Semanas antes había estado investigando en Afganistán y esperaba empezar la universidad a
finales de año. Ahora se me acusaba de ser un líder de al-Qaeda, secuestrado por señores de la
guerra afganos y entregado a la CIA.
El comienzo de mi calvario
Mientras estuve detenido ilegalmente en una base aérea en Kandahar, veía despegar y aterrizar
aviones de la Fuerza Aérea usamericana en aquel emplazamiento improvisado. Cuando
aterrizaba un avión de carga de la Fuerza Aérea, sabíamos que un grupo de prisioneros iba a
desaparecer. A finales de diciembre de 2001 éramos allí un centenar, retenidos en tiendas de
madera rodeadas de muros de alambre de espino de tres metros de altura. Desde las tiendas
veía los aviones de la Fuerza Aérea despegar y aterrizar en aquel emplazamiento improvisado.
Marines yanquis observan cómo un helicóptero se prepara para salir de una base usamericana en el aeropuerto de
Kandahar, el 23 de enero de 2002 (Banaras Khan/AFP)
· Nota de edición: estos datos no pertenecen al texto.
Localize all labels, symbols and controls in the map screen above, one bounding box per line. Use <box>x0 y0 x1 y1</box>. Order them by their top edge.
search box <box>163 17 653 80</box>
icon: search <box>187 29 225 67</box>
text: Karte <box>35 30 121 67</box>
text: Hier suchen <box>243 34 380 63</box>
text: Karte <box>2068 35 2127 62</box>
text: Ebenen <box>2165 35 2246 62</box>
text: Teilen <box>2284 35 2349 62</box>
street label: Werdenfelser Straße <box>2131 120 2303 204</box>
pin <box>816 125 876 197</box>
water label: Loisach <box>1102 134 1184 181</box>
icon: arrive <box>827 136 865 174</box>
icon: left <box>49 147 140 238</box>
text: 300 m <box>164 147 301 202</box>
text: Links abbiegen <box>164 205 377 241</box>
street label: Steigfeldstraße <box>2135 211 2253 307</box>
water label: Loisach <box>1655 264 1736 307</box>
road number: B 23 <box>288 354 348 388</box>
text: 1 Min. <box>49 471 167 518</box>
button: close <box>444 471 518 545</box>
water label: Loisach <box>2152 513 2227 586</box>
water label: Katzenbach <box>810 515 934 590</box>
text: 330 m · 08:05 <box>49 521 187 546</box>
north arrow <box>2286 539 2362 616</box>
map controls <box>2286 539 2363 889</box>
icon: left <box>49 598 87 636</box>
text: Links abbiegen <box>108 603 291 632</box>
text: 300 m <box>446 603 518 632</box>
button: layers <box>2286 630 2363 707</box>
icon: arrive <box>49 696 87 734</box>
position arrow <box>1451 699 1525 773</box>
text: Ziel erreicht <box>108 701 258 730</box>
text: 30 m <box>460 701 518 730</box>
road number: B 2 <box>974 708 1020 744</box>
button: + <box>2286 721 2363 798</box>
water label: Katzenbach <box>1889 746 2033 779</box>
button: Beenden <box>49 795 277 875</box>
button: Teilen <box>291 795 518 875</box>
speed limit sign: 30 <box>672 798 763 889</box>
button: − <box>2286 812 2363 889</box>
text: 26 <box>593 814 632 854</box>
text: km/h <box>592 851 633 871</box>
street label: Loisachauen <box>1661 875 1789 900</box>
Una tarde, un grupo de soldados con uniformes distintos a los de los destinados en Kandahar
empezó a llamar a los detenidos por sus números. Yo estaba en una tienda con un grupo de
hombres que no podían caminar, tras meses de tortura en un sitio negro de la CIA. Lo recuerdo
con nitidez. Los soldados gritaron mi número y me ordenaron tumbarme. Primero soltaron un
perro sobre mí, luego saltaron sobre mi espalda antes de inmovilizarme y arrastrarme hasta una
tienda. La llamaban estación de procesamiento. Me colgaron y me desnudaron a la fuerza.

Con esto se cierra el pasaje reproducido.